# Worksheet 2 Part 2 - DDP for Two Heated Tanks

This notebook implements Differential Dynamic Programming (DDP) for the two heated tanks system.

**Key differences from Part 1:**
- Part 1 used binary control (ON/OFF) with P-controller and LQR
- Part 2 uses continuous control with DDP for optimal trajectory generation

**Tasks:**
- Implement DDP algorithm for the two heated tanks
- Compare with LQR results from Part 1

In [None]:
import numpy as np
import matplotlib.pyplot as plt
from mpl_toolkits import mplot3d
import bisect as bi

## Helper Functions for Grid Operations

In [None]:
def edInt(a, s, b):
    """Create evenly discretized interval from a to b with step s"""
    return np.linspace(a, b, int(np.floor((b-a)/s)) + 1)

def idx(aList, val):
    """Find nearest index in sorted list for given value"""
    i = bi.bisect(aList, val)  # right insertion point
    if i <= 0:  # val is before first element
        return 0
    elif i >= len(aList):  # val is after last element
        return len(aList) - 1
    elif val - aList[i-1] < aList[i] - val:  # closer to left
        return i - 1
    else:  # closer to right
        return i

def lookup(aList, vals):
    """Find nearest indices for values (nearest-neighbor interpolation)"""
    if isinstance(vals, (int, float, np.floating)):
        vals = [vals]
    return np.array([idx(aList, v) for v in vals], dtype=np.int32)

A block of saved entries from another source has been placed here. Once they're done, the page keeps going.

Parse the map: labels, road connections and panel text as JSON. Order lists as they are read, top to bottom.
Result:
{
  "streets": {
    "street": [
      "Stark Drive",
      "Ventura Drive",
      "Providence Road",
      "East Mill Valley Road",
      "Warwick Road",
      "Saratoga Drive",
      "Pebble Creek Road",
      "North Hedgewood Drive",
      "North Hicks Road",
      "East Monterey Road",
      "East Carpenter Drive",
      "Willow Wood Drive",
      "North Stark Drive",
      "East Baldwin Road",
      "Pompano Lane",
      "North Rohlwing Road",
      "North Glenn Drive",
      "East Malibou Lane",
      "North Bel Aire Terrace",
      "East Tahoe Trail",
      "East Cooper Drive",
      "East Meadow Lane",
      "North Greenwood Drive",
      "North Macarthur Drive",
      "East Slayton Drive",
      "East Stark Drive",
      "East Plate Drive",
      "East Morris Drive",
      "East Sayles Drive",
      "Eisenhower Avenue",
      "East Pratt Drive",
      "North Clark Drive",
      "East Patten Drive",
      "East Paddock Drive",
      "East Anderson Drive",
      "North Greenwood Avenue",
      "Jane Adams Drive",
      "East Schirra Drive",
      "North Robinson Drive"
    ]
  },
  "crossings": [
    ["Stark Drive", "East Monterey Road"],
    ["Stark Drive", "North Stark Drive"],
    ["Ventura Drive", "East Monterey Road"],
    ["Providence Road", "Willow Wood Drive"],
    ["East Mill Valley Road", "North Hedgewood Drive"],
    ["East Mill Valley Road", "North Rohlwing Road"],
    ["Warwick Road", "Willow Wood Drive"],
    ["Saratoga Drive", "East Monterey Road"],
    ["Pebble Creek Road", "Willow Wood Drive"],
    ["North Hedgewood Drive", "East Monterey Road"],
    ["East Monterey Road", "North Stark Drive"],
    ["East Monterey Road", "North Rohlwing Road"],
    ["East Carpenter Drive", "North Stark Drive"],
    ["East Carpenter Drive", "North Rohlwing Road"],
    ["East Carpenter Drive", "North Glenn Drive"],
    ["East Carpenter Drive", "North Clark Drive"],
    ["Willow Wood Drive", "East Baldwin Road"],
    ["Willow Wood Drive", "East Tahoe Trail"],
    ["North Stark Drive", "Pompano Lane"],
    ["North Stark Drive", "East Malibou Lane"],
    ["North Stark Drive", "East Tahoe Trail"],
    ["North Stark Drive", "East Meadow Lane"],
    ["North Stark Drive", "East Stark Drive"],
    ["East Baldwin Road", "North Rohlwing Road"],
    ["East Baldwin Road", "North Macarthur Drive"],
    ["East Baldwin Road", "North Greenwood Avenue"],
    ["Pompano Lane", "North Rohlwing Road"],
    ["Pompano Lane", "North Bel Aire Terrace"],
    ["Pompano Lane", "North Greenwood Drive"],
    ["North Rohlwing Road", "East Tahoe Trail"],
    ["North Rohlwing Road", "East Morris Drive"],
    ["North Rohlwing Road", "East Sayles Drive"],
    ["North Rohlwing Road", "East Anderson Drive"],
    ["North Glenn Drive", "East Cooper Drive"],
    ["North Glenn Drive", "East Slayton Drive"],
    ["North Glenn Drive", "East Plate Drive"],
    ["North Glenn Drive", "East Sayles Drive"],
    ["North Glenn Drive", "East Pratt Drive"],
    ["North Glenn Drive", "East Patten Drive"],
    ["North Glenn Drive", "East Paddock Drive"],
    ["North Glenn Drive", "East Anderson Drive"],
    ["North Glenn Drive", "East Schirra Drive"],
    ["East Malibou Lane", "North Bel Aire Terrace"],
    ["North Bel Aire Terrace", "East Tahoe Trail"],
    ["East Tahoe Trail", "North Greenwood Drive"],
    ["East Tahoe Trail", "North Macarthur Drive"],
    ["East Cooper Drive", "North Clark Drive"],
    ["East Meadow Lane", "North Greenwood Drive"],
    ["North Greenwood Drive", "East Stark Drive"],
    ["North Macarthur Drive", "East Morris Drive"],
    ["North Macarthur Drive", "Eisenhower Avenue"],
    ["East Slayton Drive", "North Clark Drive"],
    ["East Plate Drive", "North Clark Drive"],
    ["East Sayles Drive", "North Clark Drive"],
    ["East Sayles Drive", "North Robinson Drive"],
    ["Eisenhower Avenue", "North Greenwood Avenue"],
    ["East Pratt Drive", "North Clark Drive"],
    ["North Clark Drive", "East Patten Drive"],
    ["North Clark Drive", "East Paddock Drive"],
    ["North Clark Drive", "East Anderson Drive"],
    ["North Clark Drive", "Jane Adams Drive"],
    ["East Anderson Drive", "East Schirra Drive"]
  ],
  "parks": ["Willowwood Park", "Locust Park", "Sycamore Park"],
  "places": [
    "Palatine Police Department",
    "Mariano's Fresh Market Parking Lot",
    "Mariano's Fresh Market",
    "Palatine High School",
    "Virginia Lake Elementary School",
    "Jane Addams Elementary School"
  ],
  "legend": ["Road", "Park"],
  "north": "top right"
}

## System Parameters (Mode 1: ON1 ∧ OFF2)

Same parameters as TP2 Part 1:

$$\dot{T}_1 = -a_1 T_1 + b_1 T_2 + h_1 u_1$$
$$\dot{T}_2 = b_2 T_1 - a_2 T_2 + h_2 u_2$$

In [None]:
# System parameters (from TP2 Part 1)
a1 = 0.01   # Heat loss coefficient tank 1
a2 = 0.01   # Heat loss coefficient tank 2
b1 = 0.005  # Coupling coefficient 2→1
b2 = 0.005  # Coupling coefficient 1→2
h1 = 2.0    # Heater gain tank 1
h2 = 2.0    # Heater gain tank 2

print(f"System parameters:")
print(f"a1={a1}, a2={a2}, b1={b1}, b2={b2}, h1={h1}, h2={h2}")

## DDP Configuration

In [None]:
# Time horizon
t0 = 0
dt = 0.1     # Time step (smaller for better accuracy)
tf = 100     # Final time
T = edInt(t0, dt, tf)
N = T.size

# State space discretization (temperature ranges)
dT1 = 1.0    # Temperature step for tank 1 (finer grid)
dT2 = 1.0    # Temperature step for tank 2
T1_min, T1_max = 0, 60    # Tank 1 temperature range °C
T2_min, T2_max = 0, 60    # Tank 2 temperature range °C

# Control space discretization
du1 = 0.25   # Control step for heater 1
du2 = 0.25   # Control step for heater 2
u1_min, u1_max = 0, 3     # Control range for heater 1
u2_min, u2_max = 0, 3     # Control range for heater 2

# Create admissible sets
T1_grid = edInt(T1_min, dT1, T1_max)
T2_grid = edInt(T2_min, dT2, T2_max)
U1 = edInt(u1_min, du1, u1_max)
U2 = edInt(u2_min, du2, u2_max)

# Create state space meshgrid
T1_mesh, T2_mesh = np.meshgrid(T1_grid, T2_grid)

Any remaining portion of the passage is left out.